How JD Transformed Its Data Warehouse with Delta Lake for Real‑Time Analytics
This article examines JD's shift from a traditional Lambda‑based data warehouse to a Delta Lake‑powered real‑time data lake, detailing the challenges of legacy architectures, the evaluation of open‑source table formats, Delta Lake's core mechanisms, and the resulting simplified batch‑stream development workflow.
1. Challenges of Traditional Data Warehouse
Traditional offline data warehouses in JD rely on a Lambda architecture that separates offline (day‑level) and real‑time (second‑level) processing. While this design supports large‑scale analytics, it increasingly shows four major drawbacks:
ACID semantics cannot be guaranteed : writes and reads cannot occur simultaneously, leading to consistency issues that are mitigated only by scheduling mismatches.
Potential unreliability of offline ingestion : T+1 batch jobs may miss data if any of the thousands of source MySQL instances fail, causing gaps in downstream analysis.
Lack of fine‑grained update capability : Hive tables require full rewrites of partitions (typically one day) for any row‑level change, incurring high I/O and latency.
Complex data‑flow paths : Maintaining parallel batch and real‑time pipelines duplicates logic and can produce inconsistent results when business logic changes.
2. Exploration and Experience of a Real‑Time Data Lake
2.1 Open‑source data‑lake candidates
Since 2019 the community has converged on three major table‑format projects: Delta Lake, Apache Hudi, and Apache Iceberg. Their strengths differ in ACID support, update mechanisms, and integration with processing engines.

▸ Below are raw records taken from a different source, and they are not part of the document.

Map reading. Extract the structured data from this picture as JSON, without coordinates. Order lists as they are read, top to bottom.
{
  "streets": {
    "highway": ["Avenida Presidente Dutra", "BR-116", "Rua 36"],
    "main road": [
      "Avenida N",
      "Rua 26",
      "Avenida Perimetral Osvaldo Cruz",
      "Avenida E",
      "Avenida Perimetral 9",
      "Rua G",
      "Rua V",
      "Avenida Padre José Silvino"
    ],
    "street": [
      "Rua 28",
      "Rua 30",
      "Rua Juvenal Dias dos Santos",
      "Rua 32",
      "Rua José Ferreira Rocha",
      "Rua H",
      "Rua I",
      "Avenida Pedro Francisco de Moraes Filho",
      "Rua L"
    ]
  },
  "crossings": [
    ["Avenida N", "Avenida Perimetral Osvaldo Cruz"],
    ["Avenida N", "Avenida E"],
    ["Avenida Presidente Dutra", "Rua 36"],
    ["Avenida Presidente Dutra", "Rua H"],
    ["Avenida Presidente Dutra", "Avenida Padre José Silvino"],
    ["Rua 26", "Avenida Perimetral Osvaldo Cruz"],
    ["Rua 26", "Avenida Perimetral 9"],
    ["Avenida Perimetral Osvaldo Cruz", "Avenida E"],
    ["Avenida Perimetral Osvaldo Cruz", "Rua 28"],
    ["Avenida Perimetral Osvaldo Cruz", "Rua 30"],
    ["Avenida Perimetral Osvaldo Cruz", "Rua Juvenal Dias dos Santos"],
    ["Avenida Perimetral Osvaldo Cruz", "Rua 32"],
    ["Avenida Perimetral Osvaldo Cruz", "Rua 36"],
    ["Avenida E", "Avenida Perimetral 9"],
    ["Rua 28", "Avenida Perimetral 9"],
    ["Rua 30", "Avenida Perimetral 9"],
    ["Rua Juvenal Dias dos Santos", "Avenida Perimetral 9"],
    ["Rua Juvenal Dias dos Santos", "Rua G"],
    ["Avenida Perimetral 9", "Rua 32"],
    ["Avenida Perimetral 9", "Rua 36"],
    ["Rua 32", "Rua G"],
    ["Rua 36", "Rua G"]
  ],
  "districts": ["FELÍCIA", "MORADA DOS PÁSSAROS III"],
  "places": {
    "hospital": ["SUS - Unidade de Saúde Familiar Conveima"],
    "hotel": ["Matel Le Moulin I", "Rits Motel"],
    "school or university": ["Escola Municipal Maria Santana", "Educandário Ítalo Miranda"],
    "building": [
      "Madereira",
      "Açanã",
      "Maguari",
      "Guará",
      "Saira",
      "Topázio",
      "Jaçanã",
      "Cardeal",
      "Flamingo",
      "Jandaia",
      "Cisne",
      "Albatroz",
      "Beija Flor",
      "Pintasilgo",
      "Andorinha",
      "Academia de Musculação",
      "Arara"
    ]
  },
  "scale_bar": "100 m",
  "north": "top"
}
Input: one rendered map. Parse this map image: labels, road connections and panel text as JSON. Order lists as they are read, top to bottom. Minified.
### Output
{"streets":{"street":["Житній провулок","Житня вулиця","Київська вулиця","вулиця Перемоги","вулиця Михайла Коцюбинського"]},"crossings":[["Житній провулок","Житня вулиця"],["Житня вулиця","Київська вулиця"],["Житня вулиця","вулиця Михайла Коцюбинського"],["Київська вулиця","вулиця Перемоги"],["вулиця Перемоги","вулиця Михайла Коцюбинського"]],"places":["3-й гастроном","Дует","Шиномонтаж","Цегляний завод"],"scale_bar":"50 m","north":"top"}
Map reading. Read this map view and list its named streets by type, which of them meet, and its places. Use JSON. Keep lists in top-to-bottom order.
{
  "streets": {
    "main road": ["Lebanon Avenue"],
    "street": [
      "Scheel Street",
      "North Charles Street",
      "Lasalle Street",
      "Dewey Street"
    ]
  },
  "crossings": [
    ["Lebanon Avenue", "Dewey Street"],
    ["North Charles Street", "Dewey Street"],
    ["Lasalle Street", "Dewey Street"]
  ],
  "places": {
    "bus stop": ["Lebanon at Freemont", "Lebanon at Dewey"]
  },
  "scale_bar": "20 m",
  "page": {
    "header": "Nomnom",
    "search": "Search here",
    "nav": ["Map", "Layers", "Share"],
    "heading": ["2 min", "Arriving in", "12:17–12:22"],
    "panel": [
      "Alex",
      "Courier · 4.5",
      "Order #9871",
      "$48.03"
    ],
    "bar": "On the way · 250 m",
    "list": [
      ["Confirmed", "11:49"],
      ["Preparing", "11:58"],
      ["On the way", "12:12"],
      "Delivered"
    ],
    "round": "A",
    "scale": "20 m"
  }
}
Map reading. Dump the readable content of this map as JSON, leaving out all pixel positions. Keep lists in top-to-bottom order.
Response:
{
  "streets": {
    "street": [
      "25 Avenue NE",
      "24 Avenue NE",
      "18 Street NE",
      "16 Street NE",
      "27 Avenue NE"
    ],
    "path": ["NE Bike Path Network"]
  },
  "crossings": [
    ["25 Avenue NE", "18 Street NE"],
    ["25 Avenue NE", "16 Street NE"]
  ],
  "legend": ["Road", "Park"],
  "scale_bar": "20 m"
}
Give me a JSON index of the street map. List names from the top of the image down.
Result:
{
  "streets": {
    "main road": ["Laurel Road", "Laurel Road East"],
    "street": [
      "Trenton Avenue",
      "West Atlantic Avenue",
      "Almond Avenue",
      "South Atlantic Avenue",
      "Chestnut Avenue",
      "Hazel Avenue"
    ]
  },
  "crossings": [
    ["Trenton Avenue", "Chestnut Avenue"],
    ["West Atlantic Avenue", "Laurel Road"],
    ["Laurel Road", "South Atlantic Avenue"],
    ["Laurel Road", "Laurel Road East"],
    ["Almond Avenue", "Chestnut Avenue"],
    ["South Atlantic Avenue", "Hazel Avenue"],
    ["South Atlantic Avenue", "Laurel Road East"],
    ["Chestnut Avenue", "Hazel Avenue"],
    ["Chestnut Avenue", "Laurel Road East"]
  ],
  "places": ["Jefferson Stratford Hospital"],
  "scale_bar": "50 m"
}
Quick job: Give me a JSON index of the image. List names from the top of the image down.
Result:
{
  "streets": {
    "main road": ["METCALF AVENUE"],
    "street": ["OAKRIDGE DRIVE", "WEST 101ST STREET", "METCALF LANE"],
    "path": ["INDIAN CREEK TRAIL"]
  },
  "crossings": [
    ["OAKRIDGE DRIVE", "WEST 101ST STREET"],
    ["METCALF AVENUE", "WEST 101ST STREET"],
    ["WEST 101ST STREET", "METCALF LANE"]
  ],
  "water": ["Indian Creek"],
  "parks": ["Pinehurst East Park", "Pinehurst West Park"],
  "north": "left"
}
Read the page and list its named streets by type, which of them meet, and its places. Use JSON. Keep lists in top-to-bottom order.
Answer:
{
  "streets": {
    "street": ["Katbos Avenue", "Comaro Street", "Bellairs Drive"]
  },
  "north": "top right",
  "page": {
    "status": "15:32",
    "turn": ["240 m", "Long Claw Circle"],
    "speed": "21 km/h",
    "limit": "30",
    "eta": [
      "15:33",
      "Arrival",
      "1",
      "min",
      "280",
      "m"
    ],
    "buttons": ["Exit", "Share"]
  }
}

2.2 Why Delta Lake was chosen
Delta Lake offered the most complete feature set for JD’s requirements—full ACID guarantees, versioned history, and strong Spark integration. The team, already responsible for Spark SQL and shuffle optimizations, leveraged Delta while borrowing useful ideas from Hudi and Iceberg.
3. Core Principles of Delta Lake
3.1 Delta Lake overview
Delta Lake adds an ACID‑compliant storage layer on top of parquet files. Each Delta table consists of data files and a _delta_log directory that stores transaction logs in JSON format.
3.2 Transaction log details
The log records three dimensions of each commit: when (timestamp), who (user or process), and how (files added, deleted, and table metadata). Example entries show timestamps, file paths, sizes, and schema information.
3.3 Reading a Delta table
Reading follows these steps:
Locate the latest _last_checkpoint file to find the most recent checkpoint parquet.
Read JSON log files with version numbers greater than the checkpoint (e.g., versions 11 and 12).
Merge checkpoint data with subsequent logs to reconstruct the table’s current state.
Checkpoints aggregate earlier logs, eliminate redundancy, and are stored as parquet to improve Spark read performance.
4. Batch‑Stream Integrated Development Process
After adopting Delta Lake, JD reduced the architecture to a single data‑flow pipeline: binlog events are streamed to Kafka, consumed by Spark Streaming, parsed, and written directly into the Delta lake. The same Delta tables can then be queried by both real‑time and batch jobs, lowering development and storage costs and simplifying rollback and debugging of dirty data.
5. Summary and Open Issues
Delta Lake brings ACID semantics, fine‑grained updates, versioned history, abstract storage interfaces, and query‑performance gains to JD’s data platform. Remaining challenges include:
Proliferation of small files that stress HDFS NameNode.
Limited Hive connector support, requiring custom adaptations for production‑grade versions.
Complexities when integrating Delta tables with external engines such as Presto, which need separate external table definitions.
Overall, the transition demonstrates how a modern data‑lake architecture can simplify batch‑stream development while addressing the shortcomings of legacy Lambda‑based warehouses.